**Work instructions:** Each line in the entries below that holds the word "Blok" belongs in the answer.
[Start of Attachment]
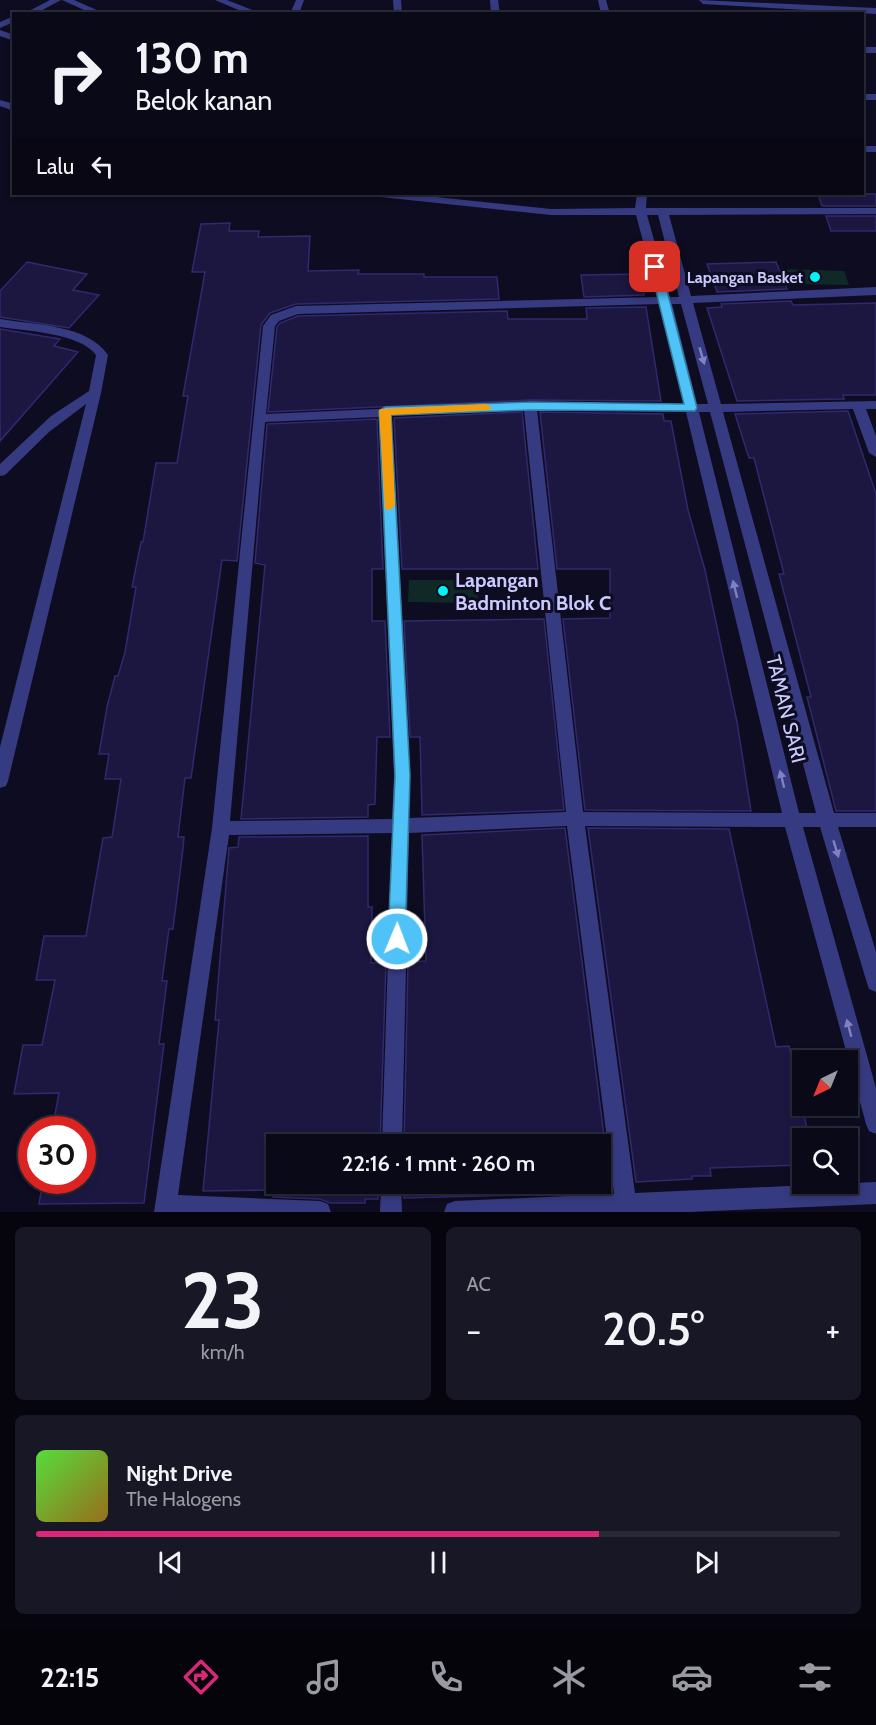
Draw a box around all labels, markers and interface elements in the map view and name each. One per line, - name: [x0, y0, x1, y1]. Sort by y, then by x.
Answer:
- text: 130 m: [135, 32, 249, 84]
- icon: right: [36, 36, 114, 114]
- text: Belok kanan: [135, 84, 272, 117]
- icon: left: [86, 150, 119, 183]
- text: Lalu: [36, 153, 74, 180]
- pin: [629, 241, 680, 292]
- icon: arrive: [638, 250, 671, 283]
- place label: Lapangan Basket: [687, 268, 803, 287]
- marker: Lapangan Basket: [808, 270, 822, 284]
- one-way arrow: [698, 348, 707, 366]
- place label: Lapangan Badminton Blok C: [455, 568, 611, 615]
- one-way arrow: [730, 580, 740, 598]
- marker: Lapangan Badminton Blok C: [436, 584, 450, 598]
- street label: TAMAN SARI: [761, 653, 811, 765]
- one-way arrow: [776, 769, 786, 788]
- one-way arrow: [832, 840, 841, 858]
- position arrow: [365, 907, 429, 971]
- one-way arrow: [844, 1018, 853, 1036]
- north arrow: [792, 1050, 858, 1116]
- map controls: [792, 1050, 858, 1194]
- speed limit sign: 30: [18, 1116, 96, 1194]
- button: search: [792, 1128, 858, 1194]
- text: 22:16 · 1 mnt · 260 m: [342, 1150, 535, 1177]
- text: 23: [181, 1253, 264, 1348]
- text: AC: [467, 1272, 491, 1296]
- text: 20.5°: [602, 1302, 704, 1356]
- text: −: [467, 1310, 481, 1350]
- text: +: [825, 1310, 840, 1350]
- text: km/h: [201, 1340, 245, 1364]
- text: Night Drive: [126, 1460, 232, 1487]
- text: The Halogens: [126, 1487, 241, 1511]
- icon: previous: [154, 1546, 187, 1579]
- icon: pause: [422, 1546, 455, 1579]
- icon: next: [690, 1546, 723, 1579]
- icon: directions: [180, 1656, 222, 1698]
- icon: music: [303, 1656, 345, 1698]
- icon: phone: [425, 1656, 467, 1698]
- icon: climate: [548, 1656, 590, 1698]
- icon: car: [671, 1656, 713, 1698]
- icon: filters: [794, 1656, 836, 1698]
- text: 22:15: [40, 1661, 99, 1694]

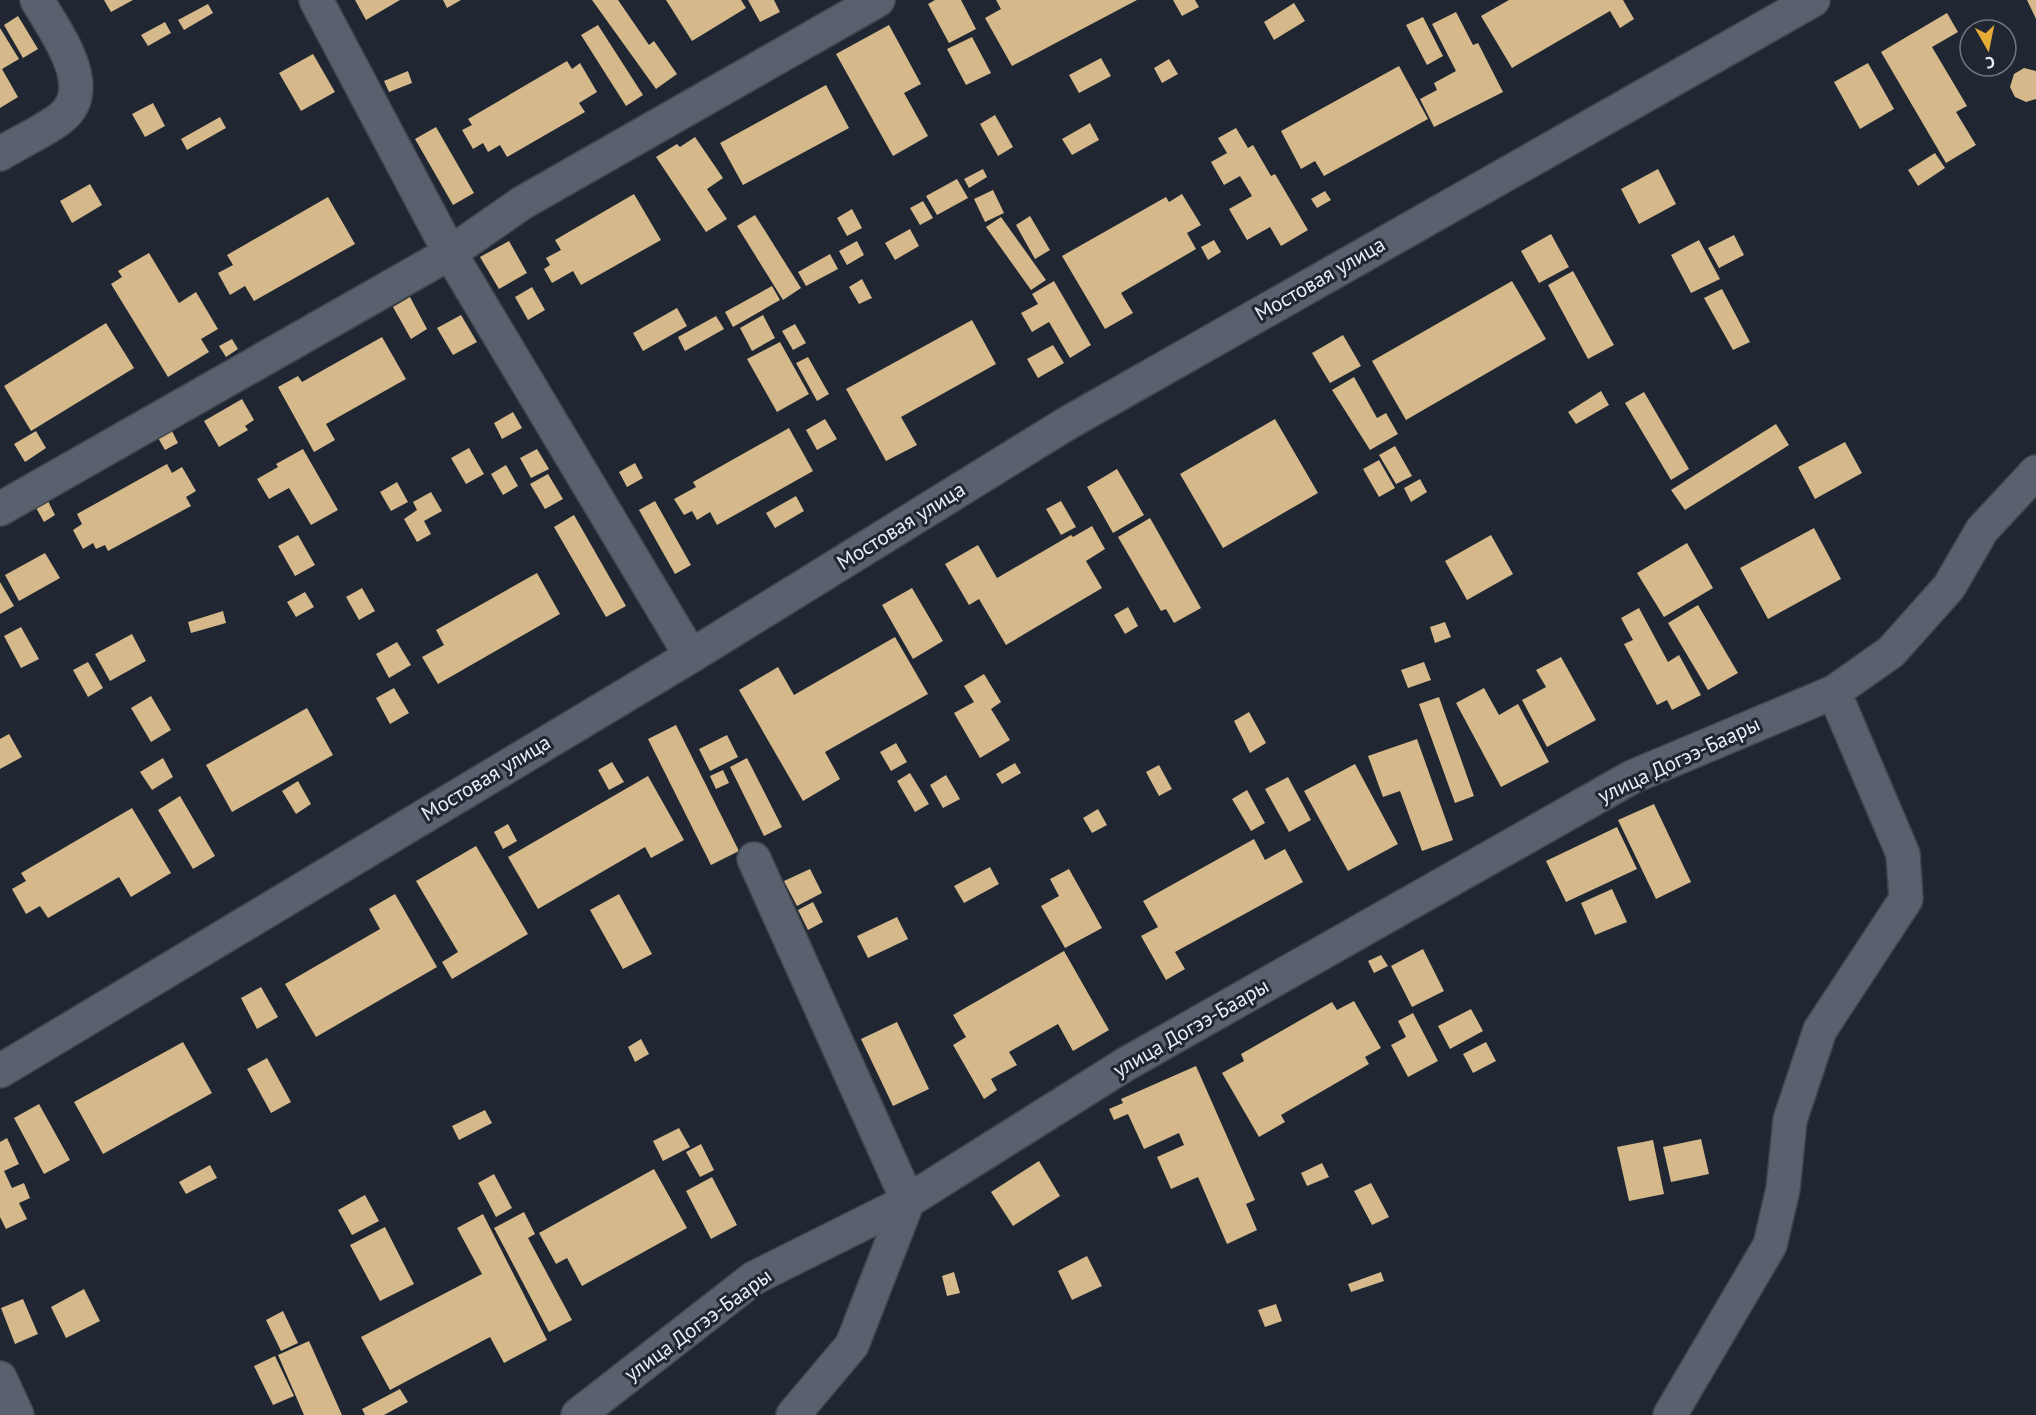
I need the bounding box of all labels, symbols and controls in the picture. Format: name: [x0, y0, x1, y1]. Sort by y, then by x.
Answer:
north arrow: [1958, 18, 2018, 78]
text: С: [1984, 52, 1996, 73]
street label: Мостовая улица: [1250, 230, 1390, 327]
street label: Мостовая улица: [832, 475, 970, 576]
street label: улица Догээ-Баары: [1593, 710, 1764, 809]
street label: Мостовая улица: [416, 728, 555, 827]
street label: улица Догээ-Баары: [1108, 972, 1274, 1083]
street label: улица Догээ-Баары: [619, 1262, 777, 1387]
[End of Attachment]
**Exercise output:**
- place label: Lapangan Badminton Blok C: [455, 568, 611, 615]
- marker: Lapangan Badminton Blok C: [436, 584, 450, 598]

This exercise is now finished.